Countries and cultures that consider black cats unlucky: the rest of Europe. Why? I dunno. Supposedly they’re the preferred familiar of witches, but there’s not really any explanation as to why.

Poor black kitties are adopted less often because of their association with bad luck, and many shelters actually restrict adoption of them near Halloween because people will adopt the cat for…not nice things. Which is terrible. Next time you’re at the shelter for a pet, show the cuties with black fur some love too (dogs also face this discrimination), because there is NO correlation between fur color and luck, or the amount of love they’ll show you.

Bonus fact: August 17 is black cat appreciation day.

10. kelpie

Niiiice, horsey…

Kelpies are water creatures that typically live in Scottish rivers and lochs, though really any body of water will do. They appear as a white horse or beautiful man/woman, and lure people to the water where they proceed to drown and eat the victim, leaving the entrails (because entrails are gross). To defeat a kelpie, one needs to get a bridle over its mouth, or take off its bridle (depending on the myth).

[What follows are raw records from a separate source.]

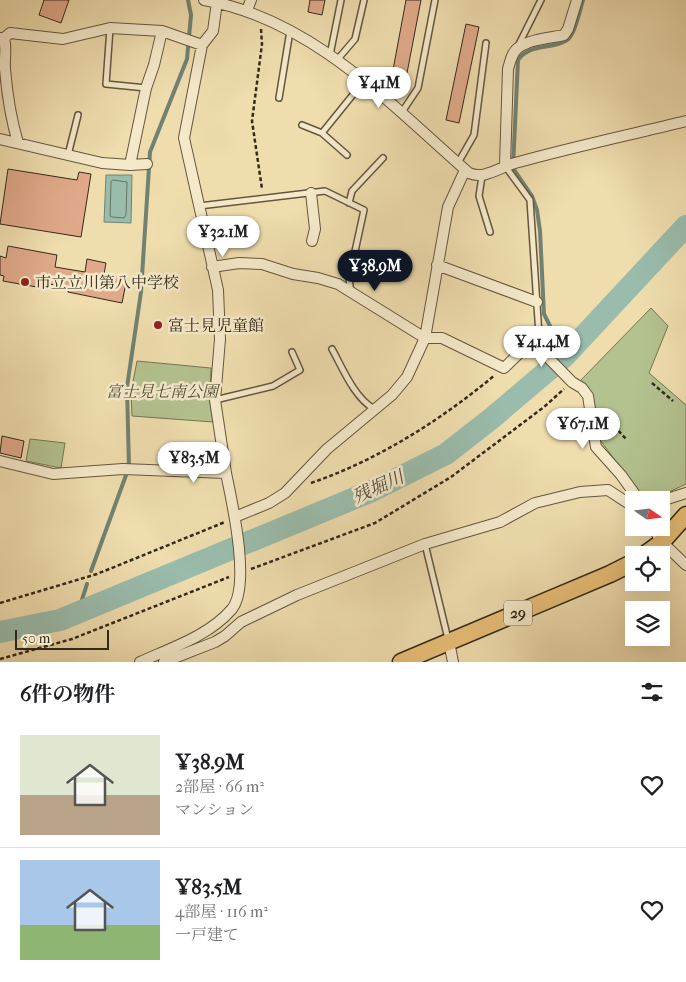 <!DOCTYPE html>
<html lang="ja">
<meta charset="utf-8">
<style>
:root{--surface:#fff;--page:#f2f2f2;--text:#202124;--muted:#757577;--line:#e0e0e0;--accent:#111827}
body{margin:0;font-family:"IM FELL French Canon","Noto Serif JP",serif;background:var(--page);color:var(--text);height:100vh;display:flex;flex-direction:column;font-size:19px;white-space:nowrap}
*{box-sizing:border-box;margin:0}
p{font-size:16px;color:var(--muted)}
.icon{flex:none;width:28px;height:28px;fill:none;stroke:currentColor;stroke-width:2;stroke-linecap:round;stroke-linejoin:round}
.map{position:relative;height:662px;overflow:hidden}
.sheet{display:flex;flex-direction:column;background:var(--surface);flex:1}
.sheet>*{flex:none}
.needle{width:32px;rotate:104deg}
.controls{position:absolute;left:625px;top:491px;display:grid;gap:10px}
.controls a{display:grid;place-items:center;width:45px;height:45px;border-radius:0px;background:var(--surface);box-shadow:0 5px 20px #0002;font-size:25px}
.scale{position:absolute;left:15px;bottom:12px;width:94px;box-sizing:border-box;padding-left:5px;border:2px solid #342a1b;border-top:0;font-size:14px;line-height:18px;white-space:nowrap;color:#342a1b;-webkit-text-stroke:4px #f5e9ca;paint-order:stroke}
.price{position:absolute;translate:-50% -42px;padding:0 11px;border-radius:18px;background:#fff;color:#222;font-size:16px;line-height:32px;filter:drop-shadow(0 1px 2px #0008)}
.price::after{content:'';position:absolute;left:50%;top:30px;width:15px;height:11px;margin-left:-8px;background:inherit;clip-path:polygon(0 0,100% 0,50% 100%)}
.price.active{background:var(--accent);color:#fff}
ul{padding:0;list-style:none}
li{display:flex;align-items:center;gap:15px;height:125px;padding:0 20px}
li+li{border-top:1px solid var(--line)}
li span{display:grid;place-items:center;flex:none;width:140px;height:100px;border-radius:0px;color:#555}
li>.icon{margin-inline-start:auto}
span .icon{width:60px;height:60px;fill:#fffc;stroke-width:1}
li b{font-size:21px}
h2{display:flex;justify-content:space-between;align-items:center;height:60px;padding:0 20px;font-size:21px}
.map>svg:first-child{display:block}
.green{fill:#b3c28f;stroke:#747655}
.water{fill:#9abcac;stroke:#718272}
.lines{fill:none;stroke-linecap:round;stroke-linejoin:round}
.shore{stroke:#677364;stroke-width:1}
.stream{stroke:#718272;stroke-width:4}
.river{stroke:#9abcac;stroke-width:22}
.building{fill:#e0a98a;stroke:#342a1b}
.service-casing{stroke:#635740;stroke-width:8}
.minor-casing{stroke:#635740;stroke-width:12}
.primary-casing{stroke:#342a1b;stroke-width:19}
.path{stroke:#342a1b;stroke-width:2.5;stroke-dasharray:4 2.5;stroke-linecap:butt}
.service{stroke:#f5e9ca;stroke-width:5}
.minor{stroke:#f5e9ca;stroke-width:10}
.primary{stroke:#e8be77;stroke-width:16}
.poi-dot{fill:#8f2418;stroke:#f5e9ca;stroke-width:2}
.labels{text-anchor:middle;stroke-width:5;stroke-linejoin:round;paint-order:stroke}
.shield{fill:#f5e9ca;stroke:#6e6350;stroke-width:1}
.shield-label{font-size:15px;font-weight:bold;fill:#342a1b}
.poi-label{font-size:16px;fill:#342a1b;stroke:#f5e9ca;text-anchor:start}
.park-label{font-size:16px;font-style:italic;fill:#545038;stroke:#f5e9ca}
.water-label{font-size:18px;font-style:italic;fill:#4e4e3f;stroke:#f5e9ca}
</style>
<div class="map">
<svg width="686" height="662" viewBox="0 0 686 662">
<rect width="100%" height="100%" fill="#efddae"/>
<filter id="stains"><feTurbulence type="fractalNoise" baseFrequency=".004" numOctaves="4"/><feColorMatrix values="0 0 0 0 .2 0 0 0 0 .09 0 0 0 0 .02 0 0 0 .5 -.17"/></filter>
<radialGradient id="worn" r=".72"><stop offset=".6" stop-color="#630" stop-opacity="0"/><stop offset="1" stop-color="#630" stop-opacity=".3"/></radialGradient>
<path class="green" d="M651,308L668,326L649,373L686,405V484L654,499L643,497L600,440L593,398L580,381Z
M137,361L211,368L210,402L213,422L132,416L131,392Z
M30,439L65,443L61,468L26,461Z"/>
<path class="water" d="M106,175H132L131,223L104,222Z"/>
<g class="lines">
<path class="shore" d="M113,180L127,182L126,215L124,218L112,217L110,216L111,182Z"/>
<path class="stream" d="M565,356L544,314L540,231L537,210L532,196L513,168L518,60C530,43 552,50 567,40C575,35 580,9 583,0
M91,571L129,467L127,387L141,292L150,152L187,59L191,15L188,0
M78,612L87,584"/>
<path class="river" d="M0,632L60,620L372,491L446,454L492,418L565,356L686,226"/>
</g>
<path class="building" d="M44,0H69L61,23L39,15Z
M310,0H325L322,15L308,12Z
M406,0H421L407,73L393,70Z
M466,24L479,27L459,123L446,120Z
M8,169L77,180L79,172L91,174L81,237L0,224Z
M8,246L57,255L55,267L85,272L87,259L106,263L104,274L127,278L122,303L68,292L69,287L48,284V289L3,281L4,276L0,275V256L6,258Z
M2,436L24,441L21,458L0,453Z"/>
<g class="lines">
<g class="service-casing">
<path id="service" d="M110,28L106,84L146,88
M518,46L541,0
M330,55L341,0
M337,60L355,39L364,0
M279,98L290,31
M402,112L418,88L435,0
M302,125L322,133
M68,155L78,115
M347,155L322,133L364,81
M458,163L474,135L486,43
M505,166L530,200L539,335L532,341
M482,176L479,196L490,232
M349,203L352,191L383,158
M199,206L325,191L364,210L349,279L351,292
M332,349C343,369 354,397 374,409
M215,400L273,386L300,370L292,352
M425,544L448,639"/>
</g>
<g class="minor-casing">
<path id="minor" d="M204,0C312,19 390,104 469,173C484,180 500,167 515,163C572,147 629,135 686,121
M247,10L251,0
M0,38H4L10,33L63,39L110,28L162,31L202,45L213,31L217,2
M4,38C7,49 4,59 5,69C7,94 11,119 18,143
M202,45L184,138L218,290L220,339L215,400L226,473
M0,139L102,163L130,165L146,88L154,65L162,31
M130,165L147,164
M505,165L508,69C510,62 512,52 518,48C530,39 550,38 564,35L568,29L577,0
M311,193L315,229L312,241
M437,265L537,302
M212,267L239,263L262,264L293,274L318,278L338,284L425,338H442L504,368L532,341L572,382L582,388L588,396L596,447L621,475L639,500
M0,461L53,474L123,469L226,473C232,502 251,585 232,609C209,636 171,648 140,662
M661,501L686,493
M235,517L269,503L285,493L327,449L392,395L407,377L425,338L448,207L465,170
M653,528L662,542L686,565
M449,642L453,662
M164,662L215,642L225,636L241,622L297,595L425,544L500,522L535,503L580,492L608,490L634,507"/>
</g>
<g class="primary-casing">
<path id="primary" d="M644,555L662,542L686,515
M401,662L610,574L634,562"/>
</g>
<path class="path" d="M261,29L262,44L252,121L262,189
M652,383L673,401
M614,426L627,440
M311,483C378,460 441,420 495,375
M251,569L375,523L451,477L544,407L564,389
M0,603L97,574L225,522
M0,659L72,639L229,577"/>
<use href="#service" class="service"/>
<use href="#minor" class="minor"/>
<use href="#primary" class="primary"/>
</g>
<g class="poi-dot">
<circle cx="25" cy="282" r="5"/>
<circle cx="158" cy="325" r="5"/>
</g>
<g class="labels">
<rect class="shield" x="504" y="600.5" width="28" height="25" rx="4"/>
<g class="shield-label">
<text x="518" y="618">29</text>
</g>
<g class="poi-label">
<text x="35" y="288">市立立川第八中学校</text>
<text x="168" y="331">富士見児童館</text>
</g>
<g class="park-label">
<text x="162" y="397">富士見七南公園</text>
</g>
<g class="water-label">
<text transform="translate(378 487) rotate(-25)" y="6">残堀川</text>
</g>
</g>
<rect width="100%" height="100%" filter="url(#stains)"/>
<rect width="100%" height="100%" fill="url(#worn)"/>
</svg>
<div class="controls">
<a><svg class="needle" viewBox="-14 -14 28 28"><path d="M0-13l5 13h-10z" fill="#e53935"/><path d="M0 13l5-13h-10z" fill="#757577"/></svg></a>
<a><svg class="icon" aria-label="locate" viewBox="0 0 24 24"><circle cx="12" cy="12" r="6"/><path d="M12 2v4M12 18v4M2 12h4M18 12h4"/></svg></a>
<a><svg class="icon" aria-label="layers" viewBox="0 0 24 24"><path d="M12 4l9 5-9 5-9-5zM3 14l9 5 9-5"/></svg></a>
</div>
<div class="scale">50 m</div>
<b class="price" style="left:379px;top:109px">¥41M</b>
<b class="price" style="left:223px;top:258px">¥32.1M</b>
<b class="price active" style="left:375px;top:292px">¥38.9M</b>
<b class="price" style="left:542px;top:368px">¥41.4M</b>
<b class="price" style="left:583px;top:450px">¥67.1M</b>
<b class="price" style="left:194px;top:484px">¥83.5M</b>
</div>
<section class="sheet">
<h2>6件の物件<svg class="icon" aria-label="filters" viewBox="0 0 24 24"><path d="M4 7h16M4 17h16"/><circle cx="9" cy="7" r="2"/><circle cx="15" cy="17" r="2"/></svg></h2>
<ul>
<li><span style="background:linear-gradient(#dfe7d0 60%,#b9a48a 0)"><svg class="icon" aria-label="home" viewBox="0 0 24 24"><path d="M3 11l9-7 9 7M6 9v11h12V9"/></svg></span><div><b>¥38.9M</b><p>2部屋 · 66 m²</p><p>マンション</p></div><svg class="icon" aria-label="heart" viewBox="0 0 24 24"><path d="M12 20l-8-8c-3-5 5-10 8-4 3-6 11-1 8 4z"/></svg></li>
<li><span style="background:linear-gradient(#a9c7e8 65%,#8fb573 0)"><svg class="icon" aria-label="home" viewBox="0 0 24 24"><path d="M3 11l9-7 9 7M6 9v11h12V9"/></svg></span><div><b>¥83.5M</b><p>4部屋 · 116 m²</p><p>一戸建て</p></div><svg class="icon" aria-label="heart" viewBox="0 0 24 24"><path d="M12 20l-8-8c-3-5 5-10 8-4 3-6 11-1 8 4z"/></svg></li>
</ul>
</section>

There are a couple of possibilities for the origin of the kelpie. It could be used as an explanation for sacrifices to water gods, done to prevent flooding and drought. The kelpie was also a great scare tactic, used to keep small children away from the water, and hormonal teenagers away from pretty strangers.

11. banshee

Finding a picture of an overly-sexualized big-chested caricature of a banshee? Easy. Finding one that actually depicts the mythology? Not so much.

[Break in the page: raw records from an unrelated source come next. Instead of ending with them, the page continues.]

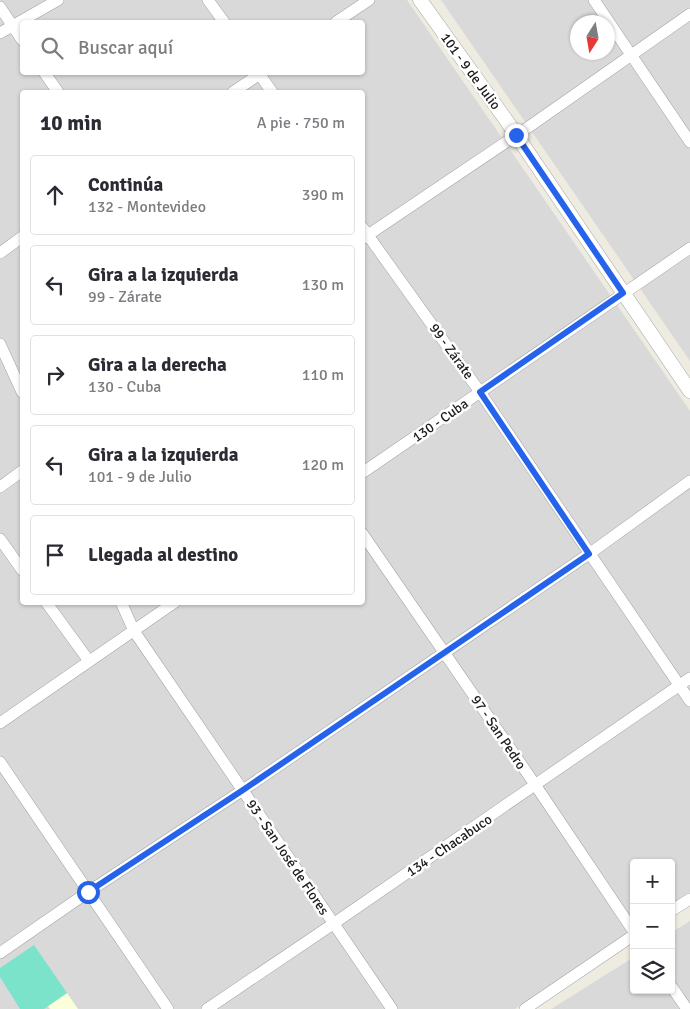 <!DOCTYPE html>
<html lang="es">
<meta charset="utf-8">
<style>
:root{--surface:#fff;--page:#f2f2f3;--text:#2b2b33;--muted:#7c7c81;--line:#e1e1e2}
body{margin:0;font-family:Signika,sans-serif;background:var(--page);color:var(--text)}
.controls{position:absolute;right:15px;bottom:15px;display:grid;overflow:hidden;border-radius:5px;box-shadow:0 1px 4px #0004}
.controls button{width:45px;height:45px;display:grid;place-items:center;padding:0;border:0;border-bottom:1px solid var(--line);background:var(--surface);color:var(--text);font:25px sans-serif}
.compass{position:absolute;left:570px;top:15px;width:45px;height:45px;border-radius:50%;background:var(--surface);box-shadow:0 1px 4px #0004;rotate:191deg}
.stop{position:absolute;width:15px;height:15px;margin:-11px;border:4px solid #2563eb;border-radius:50%;background:#fff}
.stop.end{background:#2563eb;border-color:#fff;box-shadow:0 1px 5px #0008}
.list{margin:0;padding:0;list-style:none}
h2{display:flex;justify-content:space-between;align-items:center;height:65px;margin:0;padding:0 20px;font-size:21px}
h2 small{font-size:16px;font-weight:400;color:var(--muted)}
.list li{display:grid;grid-template-columns:32px 1fr auto;gap:15px;align-items:center;box-sizing:border-box;height:80px;margin:0 10px 10px;padding:0 10px;border:1px solid var(--line);border-radius:5px}
.list b{display:block;font-size:19px;white-space:nowrap}
.list p{margin:0;font-size:16px;white-space:nowrap;color:var(--muted)}
.list em{font-size:16px;font-style:normal;color:var(--muted)}
.icon{flex:none;width:28px;height:28px;fill:none;stroke:currentColor;stroke-width:2;stroke-linecap:round;stroke-linejoin:round}
.map{position:relative;flex:none;width:690px;height:1009px;overflow:hidden}
.search{position:absolute;background:var(--surface);box-shadow:0 1px 4px #0004;left:20px;top:20px;width:345px;height:55px;display:flex;align-items:center;gap:12px;box-sizing:border-box;padding:0 18px;border-radius:5px;color:var(--muted);font-size:19px}
.panel{position:absolute;background:var(--surface);box-shadow:0 1px 4px #0004;left:20px;top:90px;width:345px;height:515px;border-radius:5px}
.map>svg:first-child{display:block}
.residential{fill:#dad9d9;fill-rule:evenodd}
.education{fill:#faffd9}
.pitch{fill:#7ae3c9}
.lines{fill:none;stroke-linecap:round;stroke-linejoin:round}
.minor-casing{stroke:#a3a3a3;stroke-width:12}
.tertiary-casing{stroke:#a3a3a3;stroke-width:15}
.minor{stroke:#fff;stroke-width:11}
.tertiary{stroke:#fff;stroke-width:14}
.route{stroke:#2563eb;stroke-width:6}
.labels{text-anchor:middle;stroke-width:5;stroke-linejoin:round;paint-order:stroke}
.street-label{font-size:14px;fill:#1c1c1c;stroke:#fff}
</style>
<div class="map">
<svg width="690" height="1009" viewBox="0 0 690 1009">
<rect width="100%" height="100%" fill="#eeece1"/>
<g class="residential">
<path d="M 0,0 L 407,0 L 690,411 L 690,892 L 671,905 L 671,863 L 634,863 L 634,930 L 515,1009 L 0,1009 ZM 22,22 L 362,22 L 362,72 L 22,72 ZM 22,92 L 362,92 L 362,602 L 22,602 Z"/>
<path d="M 441,0 L 690,0 L 690,361 ZM 578,22 L 608,22 L 608,52 L 578,52 Z"/>
<polygon points="690,921 690,1009 551,1009 634,957 634,990 671,990 671,933"/>
</g>
<polygon class="education" points="67,993 78,1009 50,1009 48,1006"/>
<polygon class="pitch" points="34,945 67,993 44,1009 20,1009 0,977 0,968"/>
<g class="lines">
<defs>
<g id="minor">
<polyline points="208,0 224,22"/>
<polyline points="594,0 690,142"/>
<polyline points="0,7 22,40"/>
<polyline points="336,22 369,0"/>
<polyline points="0,33 58,0"/>
<polyline points="44,72 58,92"/>
<polyline points="258,72 272,92"/>
<polyline points="233,92 263,72"/>
<polyline points="362,227 480,392 690,701"/>
<polyline points="362,239 530,126 690,14"/>
<polyline points="0,253 22,237"/>
<polyline points="0,344 22,392"/>
<polyline points="362,473 690,248"/>
<polyline points="0,487 22,471"/>
<polyline points="362,533 536,786 634,932"/>
<polyline points="0,539 22,570"/>
<polyline points="46,602 89,661"/>
<polyline points="121,602 134,631 392,1009"/>
<polyline points="0,723 175,602"/>
<polyline points="0,762 168,1009"/>
<polyline points="671,911 690,899"/>
<polyline points="0,953 88,892 243,790 589,554 690,481"/>
<polyline points="671,986 687,1009"/>
<polyline points="207,1009 333,924 690,678"/>
<polyline points="525,1009 634,935"/>
</g>
<polyline id="tertiary" points="420,0 506,120 690,391"/>
</defs>
<use href="#minor" class="minor-casing"/>
<use href="#tertiary" class="tertiary-casing"/>
<use href="#minor" class="minor"/>
<use href="#tertiary" class="tertiary"/>
</g>
<g class="lines">
<polyline class="route" points="88,892 243,790 589,554 480,392 623,293 516,135"/>
</g>
<g class="labels">
<g class="street-label">
<text transform="translate(471 71) rotate(54)" y="5">101 - 9 de Julio</text>
<text transform="translate(452 351) rotate(54)" y="5">99 - Zárate</text>
<text transform="translate(440 420) rotate(-35)" y="5">130 - Cuba</text>
<text transform="translate(499 732) rotate(56)" y="5">97 - San Pedro</text>
<text transform="translate(449 845) rotate(-34)" y="5">134 - Chacabuco</text>
<text transform="translate(288 857) rotate(56)" y="5">93 - San José de Flores</text>
</g>
</g>
</svg>
<div class="controls">
<button>+</button>
<button>−</button>
<button><svg class="icon" aria-label="layers" viewBox="0 0 24 24"><path d="M12 4l9 5-9 5-9-5zM3 14l9 5 9-5"/></svg></button>
</div>
<svg class="compass" viewBox="-18 -18 36 36"><path d="M0-13l5 13h-10z" fill="#e53935"/><path d="M0 13l5-13h-10z" fill="#7c7c81"/></svg>
<div class="stop" style="left:88px;top:892px"></div>
<div class="stop end" style="left:516px;top:135px"></div>
<div class="search"><svg class="icon" aria-label="search" viewBox="0 0 24 24"><circle cx="10" cy="10" r="6"/><path d="M15 15l6 6"/></svg>Buscar aquí</div>
<section class="panel">
<h2>10 min<small>A pie · 750 m</small></h2>
<ul class="list">
<li><svg class="icon" aria-label="ahead" viewBox="0 0 24 24"><path d="M12 20V5M6 11l6-6 6 6"/></svg><div><b>Continúa</b><p>132 - Montevideo</p></div><em>390 m</em></li>
<li><svg class="icon" aria-label="left" viewBox="0 0 24 24"><path d="M17 20v-9H6M10 6l-5 5 5 5"/></svg><div><b>Gira a la izquierda</b><p>99 - Zárate</p></div><em>130 m</em></li>
<li><svg class="icon" aria-label="right" viewBox="0 0 24 24"><path d="M7 20v-9h11M14 6l5 5-5 5"/></svg><div><b>Gira a la derecha</b><p>130 - Cuba</p></div><em>110 m</em></li>
<li><svg class="icon" aria-label="left" viewBox="0 0 24 24"><path d="M17 20v-9H6M10 6l-5 5 5 5"/></svg><div><b>Gira a la izquierda</b><p>101 - 9 de Julio</p></div><em>120 m</em></li>
<li><svg class="icon" aria-label="arrive" viewBox="0 0 24 24"><path d="M6 21V4h12l-3 4 3 4H6"/></svg><div><b>Llegada al destino</b></div></li>
</ul>
</section>
</div>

Banshees come from Ireland, and are a supernatural take on an actual person. At Irish funerals, a designated woman sang a lament for the deceased, much like Eowyn for Theodred.

For great or influential families, a faerie woman (banshee) came to be the “wailer,” and since they had the gift of foresight, they would start singing before the person actually died, scaring people. If the person who died was important, multiple banshees would come a-wailin’. Over time, however, banshees became a bad omen, their screams actually causing death (this was thought to just be the scream of a barn owl). And instead of faeries, they’re thought to be ghosts of murdered women or those who have died in childbirth.

12. bloody mary

Stop. Calling. Me.

Bloody Mary is a mirror-dwelling hag loosely based on Mary I of England. The myth is if a girl walked backwards up stairs with a candle in a dark house while looking into a mirror, she might fall and break her neck. If she avoids that, she would either see her future husband’s face in the mirror, or that of Bloody Mary, meaning she’ll die before marriage.

Not only is this silly, but it’s not even a little bit true. The dim light of this ritual combined with extended gazing into a mirror can cause delusions or self-hypnosis. The only face you see in the mirror is out of you imagination. Sorry, ladies.

13. headless horseman

Hi ho Silver, awaaaaaaaaaay.

The headless horseman, is, believe it or not, a faerie! He’s an Irish faerie that causes death by stopping and calling out a name (that person croaks). In Germany, he specifically targets those who have committed capital crimes or he uses fire-tongued hell-hounds to go hunting.

The headless horseman appears in literature in varying forms. He appears in the Arthurian legend Sir Gawain and the Green Knight, as said Green Knight who tricks Sir Gawain to dishonor. Of course, the headless horseman appears in The Legend of Sleepy Hollow, though he’s much less scary in the book than in the movie. Sleepy Hollow is the only work that gives an origin for the horseman, as a Hessian soldier whose head was blown off during the Revolutionary War.